Sandy Comes to Boston Harbor

Photos by Max taken today at 2PM at the lower end of my street. 

Boston's inner harbor:

 
 
 
 
 
 
 
 
 
 
From The New Yorker magazine:
 
A couple of weeks ago, Munich Re, one of the world’s largest reinsurance firms, issued a study titled “Severe Weather in North America.” According to the press release that accompanied the report, “Nowhere in the world is the rising number of natural catastrophes more evident than in North America.” The number of what Munich Re refers to as “weather-related loss events,” and what the rest of us would probably call weather-related disasters, has quintupled over the last three decades.
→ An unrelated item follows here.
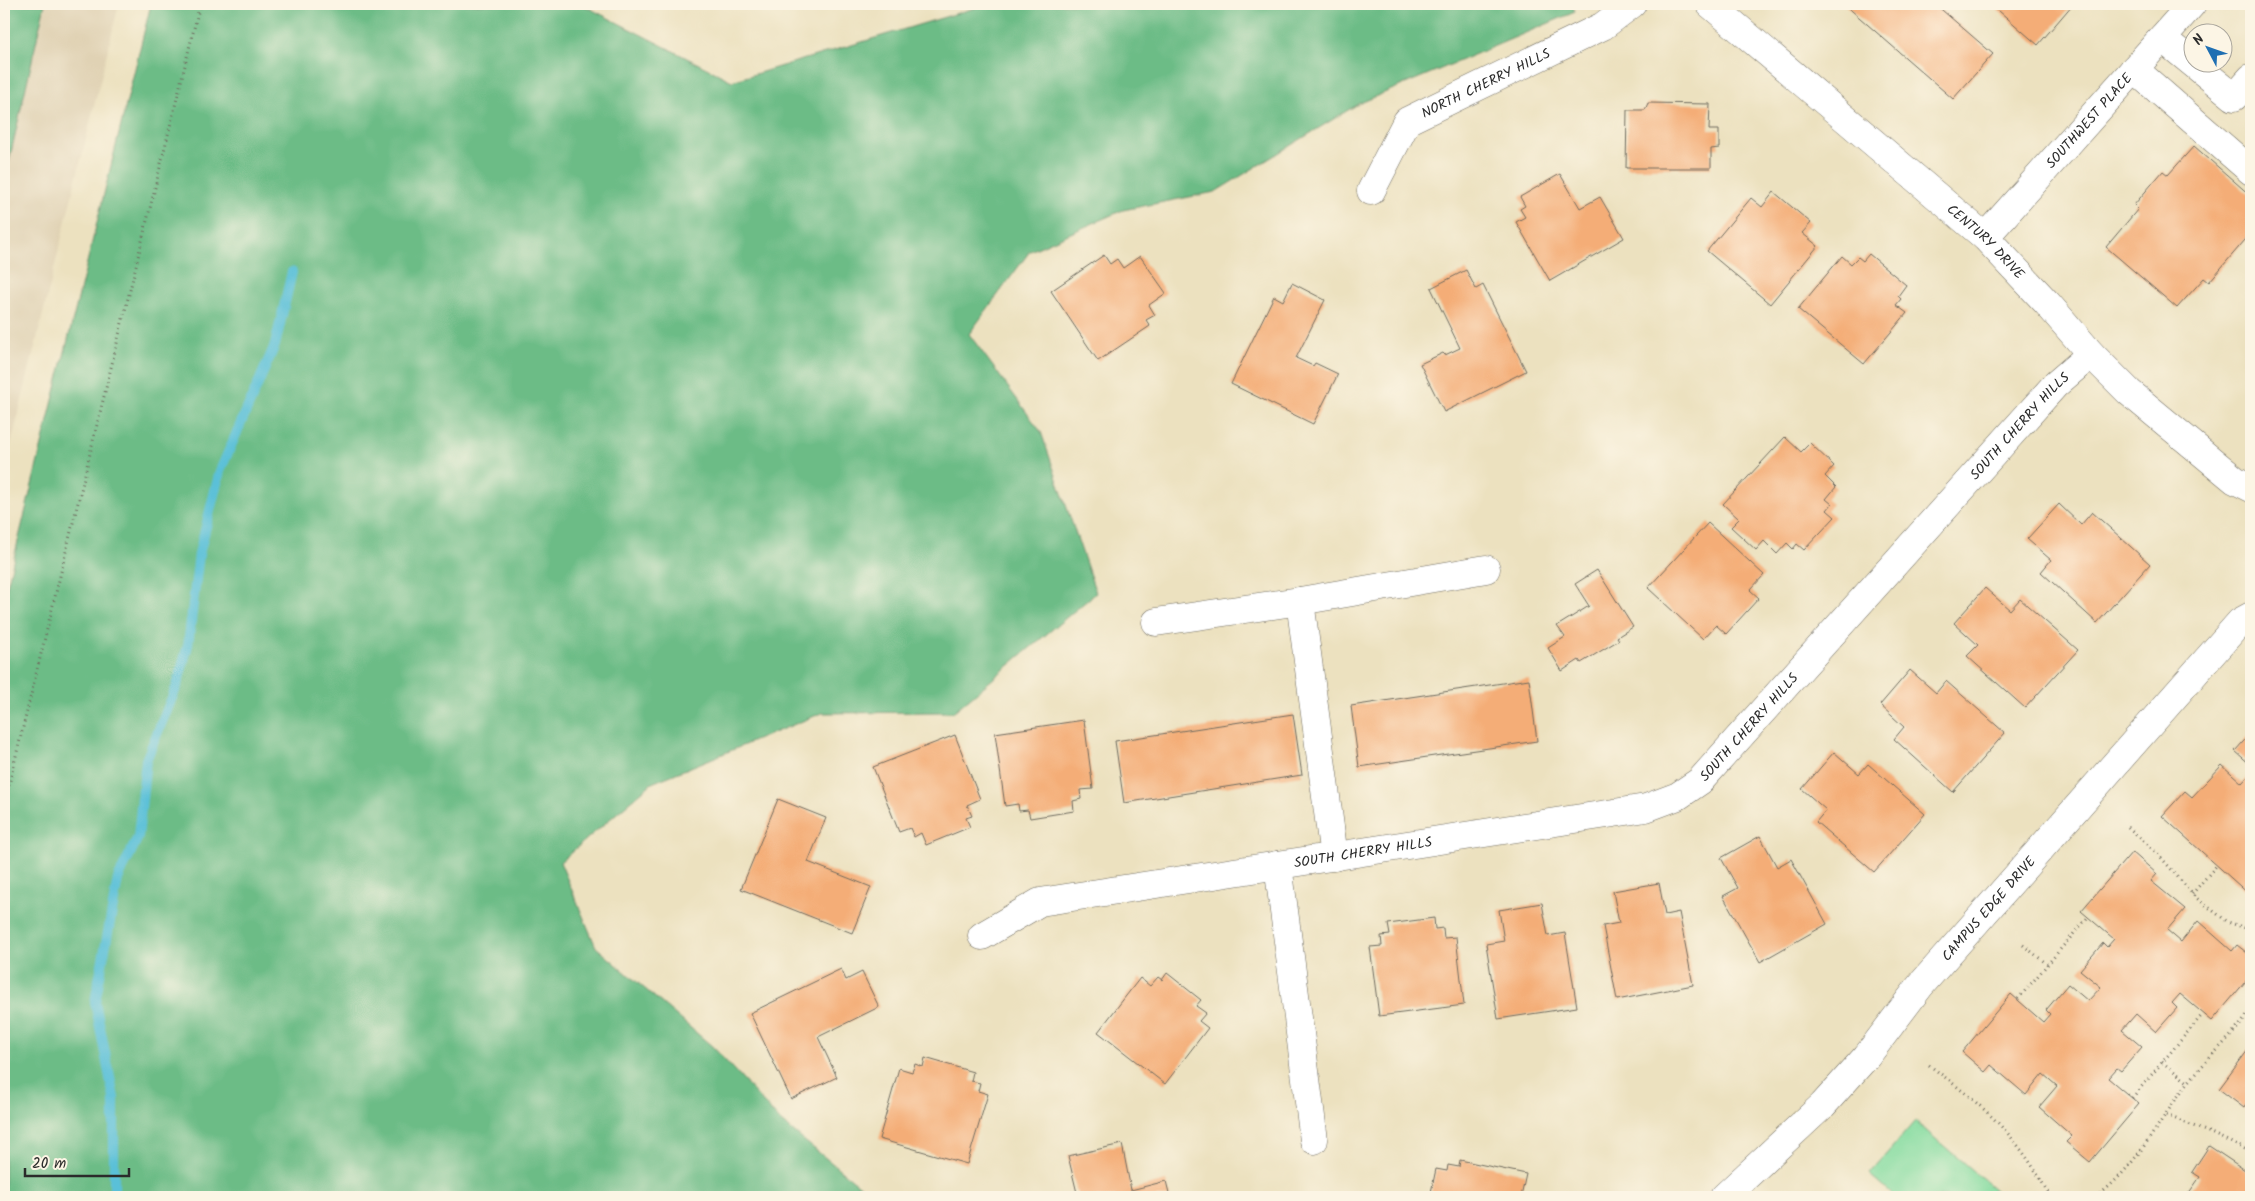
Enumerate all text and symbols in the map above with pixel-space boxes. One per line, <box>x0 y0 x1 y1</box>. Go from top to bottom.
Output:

While many factors have contributed to this trend, including an increase in the number of people living in flood-prone areas, the report identified global warming as one of the major culprits: “Climate change particularly affects formation of heat-waves, droughts, intense precipitation events, and in the long run most probably also tropical cyclone intensity.”




From The New York Times:


"Over the last two years, Congressional Republicans have forced a 43 percent reduction in the primary FEMA grants that pay for disaster preparedness. Representatives Paul Ryan, Eric Cantor and other House Republicans have repeatedly tried to refuse FEMA’s budget requests when disasters are more expensive than predicted, or have demanded that other valuable programs be cut to pay for them. The Ryan budget, which Mr. Romney praised as “an excellent piece of work,” would result in severe cutbacks to the agency, as would the Republican-instigated sequester, which would cut disaster relief by 8.2 percent on top of earlier reductions.

Does Mr. Romney really believe that financially strapped states would do a better job than a properly functioning federal agency? Who would make decisions about where to send federal aid? Or perhaps there would be no federal aid, and every state would bear the burden of billions of dollars in damages. After Mr. Romney’s 2011 remarks recirculated on Monday, his nervous campaign announced that he does not want to abolish FEMA, though he still believes states should be in charge of emergency management. Those in Hurricane Sandy’s path are fortunate that, for now, that ideology has not replaced sound policy."

18 comments:

Infidel753 said...

Please keep safe.

Paul said...

Maybe we should go back to old time politics.
You know, if your district didn't vote for the incumbent, your district did not get your streets plowed, or had fewer police on your streets and other pay back dirty tricks.

skudrunner said...

There are circumstances where the federalists can do a better job because of the lack of organization. New Orleans is a perfect example. You had a Mayor and Governor who just wanted the spotlight until that spotlight turned against them, then they just wanted to bail.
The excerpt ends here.